Synthesis and Applications of Graphene/Iron(III) Oxide Composites

Iron(III) oxide (Fe2O3) has attracted great attention, owing to its abundant natural resources, environmental friendliness, and low cost. Nevertheless, this material possesses an inferior rate capability and a cycle stability that is similar to most transition metal oxides. Graphene, with a one-atom-thick 2D structure, possesses superior mechanical properties, electrical conductivity, and stability, and excellent electrical and electrochemical behaviors. The hierarchical structure of graphene/Fe2O3 composites provides a porous conductive network, close contact between the graphene and Fe2O3, a stress buffer space for charge transport, and superior structural stability. This composite consists of high conductivity graphene with interconnected Fe2O3, thus exposing abundant active sites for redox reactions and providing sufficient contacts with the electrolyte.
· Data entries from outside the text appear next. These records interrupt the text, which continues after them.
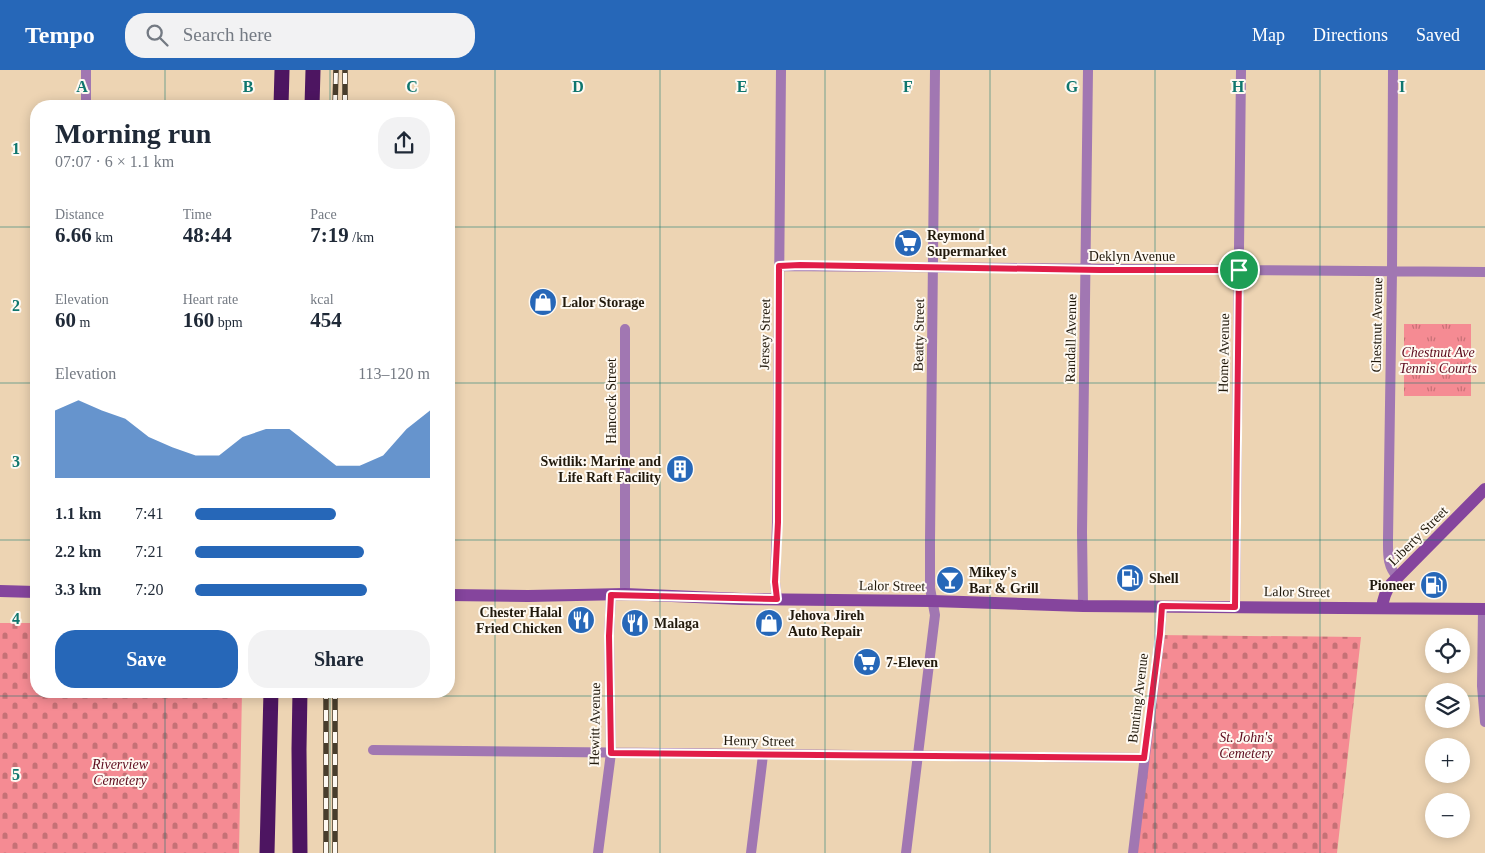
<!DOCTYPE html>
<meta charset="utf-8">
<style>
body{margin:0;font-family:"Times New Roman",serif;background:#f2f2f3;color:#1f2937;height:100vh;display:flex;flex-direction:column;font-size:19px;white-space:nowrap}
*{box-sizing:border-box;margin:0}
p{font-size:16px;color:#747a83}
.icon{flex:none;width:28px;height:28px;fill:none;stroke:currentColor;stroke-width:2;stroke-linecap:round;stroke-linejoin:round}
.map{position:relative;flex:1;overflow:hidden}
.side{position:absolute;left:30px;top:30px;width:425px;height:598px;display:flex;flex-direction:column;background:#fff;border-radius:20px;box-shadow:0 2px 12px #0003}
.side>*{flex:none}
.controls{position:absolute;left:1425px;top:558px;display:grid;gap:10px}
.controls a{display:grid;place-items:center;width:45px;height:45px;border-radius:50%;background:#fff;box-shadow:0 2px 12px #0003;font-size:25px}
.pin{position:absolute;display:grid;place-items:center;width:42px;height:42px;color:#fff;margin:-21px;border:2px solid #fff;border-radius:50%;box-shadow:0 1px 5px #0007}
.round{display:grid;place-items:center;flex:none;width:52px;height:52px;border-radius:20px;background:#f2f2f3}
.headline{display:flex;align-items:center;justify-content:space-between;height:85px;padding:0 25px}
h1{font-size:28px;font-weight:700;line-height:38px}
.figures{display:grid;grid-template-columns:repeat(3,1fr);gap:8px;height:85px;padding:5px 25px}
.figures div{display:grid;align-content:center}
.figures b{font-size:21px;font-weight:700}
.figures small{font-size:14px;font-weight:400}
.figures p{font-size:14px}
.chart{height:140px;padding:10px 25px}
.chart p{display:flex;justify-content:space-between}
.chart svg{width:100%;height:90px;margin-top:5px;fill:#2667b8;opacity:.7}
.action{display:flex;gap:10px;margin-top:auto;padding:10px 25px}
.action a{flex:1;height:58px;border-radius:20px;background:#2667b8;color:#fff;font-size:20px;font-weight:700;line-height:58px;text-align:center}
.action a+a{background:#f2f2f3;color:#1f2937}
ul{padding:0 25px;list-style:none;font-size:16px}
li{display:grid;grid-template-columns:80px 60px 1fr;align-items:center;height:38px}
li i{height:12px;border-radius:6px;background:#2667b8}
header{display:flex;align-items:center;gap:30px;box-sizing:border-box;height:70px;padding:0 25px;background:#2667b8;color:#fff}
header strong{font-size:24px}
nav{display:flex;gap:28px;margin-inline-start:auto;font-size:18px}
.search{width:350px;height:45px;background:#f2f2f3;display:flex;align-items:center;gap:12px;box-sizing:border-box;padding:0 18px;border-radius:20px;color:#747a83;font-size:19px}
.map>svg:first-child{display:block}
.cemetery{fill:url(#cemetery-stones)}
.park{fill:url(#park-tufts)}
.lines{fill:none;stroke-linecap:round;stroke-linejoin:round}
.street{stroke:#a177b2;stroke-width:10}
.secondary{stroke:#85459d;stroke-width:12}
.highway{stroke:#4d1561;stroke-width:15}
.rail-casing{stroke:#483d2c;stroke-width:5.5}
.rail{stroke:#fef9f2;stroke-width:4;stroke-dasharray:11;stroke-linecap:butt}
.route-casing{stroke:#fff;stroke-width:10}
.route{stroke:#e11d48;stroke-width:6}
.grid{fill:none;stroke:#0f766e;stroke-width:1;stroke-opacity:0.55}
.labels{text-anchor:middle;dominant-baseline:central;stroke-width:4;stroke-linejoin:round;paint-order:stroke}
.poi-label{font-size:14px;font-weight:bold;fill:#21190c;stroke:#fef9f2;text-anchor:start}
.street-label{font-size:14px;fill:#21190c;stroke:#fef9f2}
.park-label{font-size:14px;font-style:italic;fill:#5c0a1c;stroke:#fef9f2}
.grid-label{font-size:16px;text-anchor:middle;font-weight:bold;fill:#0f766e;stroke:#fef9f2;stroke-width:4;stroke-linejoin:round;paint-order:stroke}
</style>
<header>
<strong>Tempo</strong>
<div class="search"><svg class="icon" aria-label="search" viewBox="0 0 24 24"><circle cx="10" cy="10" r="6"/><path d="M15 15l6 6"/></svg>Search here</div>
<nav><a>Map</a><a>Directions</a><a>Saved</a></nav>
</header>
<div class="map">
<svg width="1485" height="783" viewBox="0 0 1485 783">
<defs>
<pattern id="cemetery-stones" width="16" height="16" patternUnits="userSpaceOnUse" patternTransform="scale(1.25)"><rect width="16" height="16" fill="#f58b93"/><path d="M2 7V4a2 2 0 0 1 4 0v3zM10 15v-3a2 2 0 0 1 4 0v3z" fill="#c67176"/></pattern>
<pattern id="park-tufts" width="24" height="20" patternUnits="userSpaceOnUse" patternTransform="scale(1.25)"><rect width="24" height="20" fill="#f58b93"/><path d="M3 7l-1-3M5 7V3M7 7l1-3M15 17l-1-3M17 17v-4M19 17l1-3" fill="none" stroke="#c67176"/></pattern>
</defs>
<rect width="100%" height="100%" fill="#edd4b3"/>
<path class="cemetery" d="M0 553H36V621H242L239 783H0Z
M1157 565 1361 567 1337 783H1130Z"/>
<path class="park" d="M1404 254H1471V326H1404Z"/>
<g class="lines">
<path class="street" d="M1393 0 1392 202 1388 469C1388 485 1387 496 1398 508
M86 36V0
M779 196 1485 202
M625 259V524
M777 529 775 512 777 452 781 0
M1083 536 1082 462 1088 0
M1235 537 1241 0
M1483 539 1482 616 1485 652
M373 680 1144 688
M598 783 611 683 609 566 611 525
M751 783 763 685
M906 783 935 545 930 518V471L935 0
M1133 783 1160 564 1162 536"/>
<path class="secondary" d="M0 521 36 522
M449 525 528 526 625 524 742 529 932 531 1083 536 1485 539
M1382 538C1383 529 1385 522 1391 514L1485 419"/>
<path class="highway" d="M281 36 282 0
M312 36 313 0
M267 783 271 621
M300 783 299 679 300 621"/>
<g class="rail-casing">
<path id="rail" d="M335 36 336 0
M345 36V0
M326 783V621
M335 783V621"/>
</g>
<use href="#rail" class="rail"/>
</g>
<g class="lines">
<g class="route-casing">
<path id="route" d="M800 195 1100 200H1239L1235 537 1162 536 1160 564 1144 688 611 683 609 566 611 525 777 529 775 512 778 452 779 196Z"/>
</g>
<use href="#route" class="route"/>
</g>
<path class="grid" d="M165 0V36M330 0V36M495 0V783M660 0V783M825 0V783M990 0V783M1155 0V783M1320 0V783M0 157H36M449 157H1485M0 313H36M449 313H1485M0 470H36M449 470H1485M165 621V783M330 621V783M0 626H1434M1461 626H1485"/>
<defs>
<g id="supermarket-disc" transform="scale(1.4375)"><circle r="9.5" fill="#2667b8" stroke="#fef9f2"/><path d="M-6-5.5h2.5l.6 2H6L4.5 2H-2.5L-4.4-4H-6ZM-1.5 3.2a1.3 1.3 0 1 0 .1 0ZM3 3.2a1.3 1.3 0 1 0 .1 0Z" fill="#fff"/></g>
<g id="shop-disc" transform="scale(1.4375)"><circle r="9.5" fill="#2667b8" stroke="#fef9f2"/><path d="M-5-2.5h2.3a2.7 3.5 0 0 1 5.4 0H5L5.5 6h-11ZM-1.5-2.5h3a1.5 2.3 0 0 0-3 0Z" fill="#fff"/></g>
<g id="building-disc" transform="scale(1.4375)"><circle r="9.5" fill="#2667b8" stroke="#fef9f2"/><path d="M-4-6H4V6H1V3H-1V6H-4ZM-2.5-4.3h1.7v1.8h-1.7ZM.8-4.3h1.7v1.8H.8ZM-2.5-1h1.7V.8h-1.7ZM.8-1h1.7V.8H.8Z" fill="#fff"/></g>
<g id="fuel-disc" transform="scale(1.4375)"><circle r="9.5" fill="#2667b8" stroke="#fef9f2"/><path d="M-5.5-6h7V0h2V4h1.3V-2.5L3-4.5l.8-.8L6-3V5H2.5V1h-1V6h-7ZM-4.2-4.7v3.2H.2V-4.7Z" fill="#fff"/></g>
<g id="bar-disc" transform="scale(1.4375)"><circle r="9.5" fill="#2667b8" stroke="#fef9f2"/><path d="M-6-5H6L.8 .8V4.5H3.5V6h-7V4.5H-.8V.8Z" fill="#fff"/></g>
<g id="restaurant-disc" transform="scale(1.4375)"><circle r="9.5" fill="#2667b8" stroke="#fef9f2"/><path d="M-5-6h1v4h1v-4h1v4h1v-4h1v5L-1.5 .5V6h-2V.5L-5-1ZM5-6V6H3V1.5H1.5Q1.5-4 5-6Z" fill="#fff"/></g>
</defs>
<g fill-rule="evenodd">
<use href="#supermarket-disc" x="908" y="173"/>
<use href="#shop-disc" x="543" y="232"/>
<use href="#building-disc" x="680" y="399"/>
<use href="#fuel-disc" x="1130" y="508"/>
<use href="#bar-disc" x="950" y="510"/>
<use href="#fuel-disc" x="1434" y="515"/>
<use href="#restaurant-disc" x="581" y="550"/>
<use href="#restaurant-disc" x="635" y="553"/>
<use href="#shop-disc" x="769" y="553"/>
<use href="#supermarket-disc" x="867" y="592"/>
</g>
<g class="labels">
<g class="poi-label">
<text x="927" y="165">Reymond<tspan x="927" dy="16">Supermarket</tspan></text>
<text x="562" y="232">Lalor Storage</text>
<text x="661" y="391" text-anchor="end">Switlik: Marine and<tspan x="661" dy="16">Life Raft Facility</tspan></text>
<text x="969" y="502">Mikey's<tspan x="969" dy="16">Bar &amp; Grill</tspan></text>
<text x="1149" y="508">Shell</text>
<text x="1415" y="515" text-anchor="end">Pioneer</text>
<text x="562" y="542" text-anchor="end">Chester Halal<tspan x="562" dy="16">Fried Chicken</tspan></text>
<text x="788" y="545">Jehova Jireh<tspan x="788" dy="16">Auto Repair</tspan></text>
<text x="654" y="553">Malaga</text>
<text x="886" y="592">7-Eleven</text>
</g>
<g class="street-label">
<text x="1132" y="186">Deklyn Avenue</text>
<text transform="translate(1377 255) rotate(-89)">Chestnut Avenue</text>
<text transform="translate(765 264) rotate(-89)">Jersey Street</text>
<text transform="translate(919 265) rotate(-89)">Beatty Street</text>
<text transform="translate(1071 268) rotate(-89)">Randall Avenue</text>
<text transform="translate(1224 283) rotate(-89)">Home Avenue</text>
<text transform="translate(611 331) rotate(-90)">Hancock Street</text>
<text transform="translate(1418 466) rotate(-45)">Liberty Street</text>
<text transform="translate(892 516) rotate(1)">Lalor Street</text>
<text transform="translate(1297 522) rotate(1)">Lalor Street</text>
<text transform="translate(1138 628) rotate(-83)">Bunting Avenue</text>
<text transform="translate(595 654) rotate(-89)">Hewitt Avenue</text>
<text transform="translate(759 671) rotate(1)">Henry Street</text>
</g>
<g class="park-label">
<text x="1438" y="282">Chestnut Ave<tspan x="1438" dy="16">Tennis Courts</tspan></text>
<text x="1246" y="667">St. John's<tspan x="1246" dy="16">Cemetery</tspan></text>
<text x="120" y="694">Riverview<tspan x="120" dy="16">Cemetery</tspan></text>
</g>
</g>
<g class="grid-label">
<text x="82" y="22">A</text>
<text x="248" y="22">B</text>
<text x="412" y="22">C</text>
<text x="578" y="22">D</text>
<text x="742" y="22">E</text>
<text x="908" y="22">F</text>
<text x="1072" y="22">G</text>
<text x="1238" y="22">H</text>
<text x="1402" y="22">I</text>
<text x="16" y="84">1</text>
<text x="16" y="241">2</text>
<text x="16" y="397">3</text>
<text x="16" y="554">4</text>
<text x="16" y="710">5</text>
</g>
</svg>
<div class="controls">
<a><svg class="icon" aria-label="locate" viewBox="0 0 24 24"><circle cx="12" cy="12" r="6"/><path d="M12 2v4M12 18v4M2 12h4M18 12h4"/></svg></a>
<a><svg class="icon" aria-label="layers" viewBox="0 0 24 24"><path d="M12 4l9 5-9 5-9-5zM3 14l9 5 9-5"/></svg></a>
<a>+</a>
<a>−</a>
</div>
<div class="pin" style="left:1239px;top:200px;background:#1e9e55"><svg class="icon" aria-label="arrive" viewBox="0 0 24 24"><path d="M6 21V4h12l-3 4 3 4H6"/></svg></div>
<section class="side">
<div class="headline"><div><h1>Morning run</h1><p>07:07 · 6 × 1.1 km</p></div><a class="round"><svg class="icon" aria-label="share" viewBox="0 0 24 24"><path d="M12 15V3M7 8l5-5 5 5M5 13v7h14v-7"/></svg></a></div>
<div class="figures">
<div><p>Distance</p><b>6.66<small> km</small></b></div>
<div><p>Time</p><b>48:44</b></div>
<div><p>Pace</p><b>7:19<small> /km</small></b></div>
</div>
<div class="figures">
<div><p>Elevation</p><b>60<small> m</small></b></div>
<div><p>Heart rate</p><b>160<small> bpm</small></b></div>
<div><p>kcal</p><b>454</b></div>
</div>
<div class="chart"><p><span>Elevation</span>113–120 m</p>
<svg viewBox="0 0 160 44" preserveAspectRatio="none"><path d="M0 44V11L10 6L20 11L30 15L40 24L50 29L60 33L70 33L80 24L90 20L100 20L110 29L120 38L130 38L140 33L150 20L160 11V44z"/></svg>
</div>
<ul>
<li><b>1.1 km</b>7:41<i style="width:60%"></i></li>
<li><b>2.2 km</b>7:21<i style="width:72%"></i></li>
<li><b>3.3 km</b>7:20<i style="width:73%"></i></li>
</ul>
<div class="action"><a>Save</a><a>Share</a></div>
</section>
</div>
Consequently, materials composed of Fe2O3 and graphene have been widely explored, owing to their outstanding synergistic effects. Graphene can effectively limit the volume expansion and agglomeration of Fe2O3, whereas Fe2O3 can prevent the re-stacking of graphene at the same time. This article mainly discusses the preparation of Fe2O3/graphene materials and their applications, including supercapacitors, rechargeable batteries, catalysis, and so forth. In addition, the perspectives and challenges of Fe2O3/graphene materials for different applications are also discussed.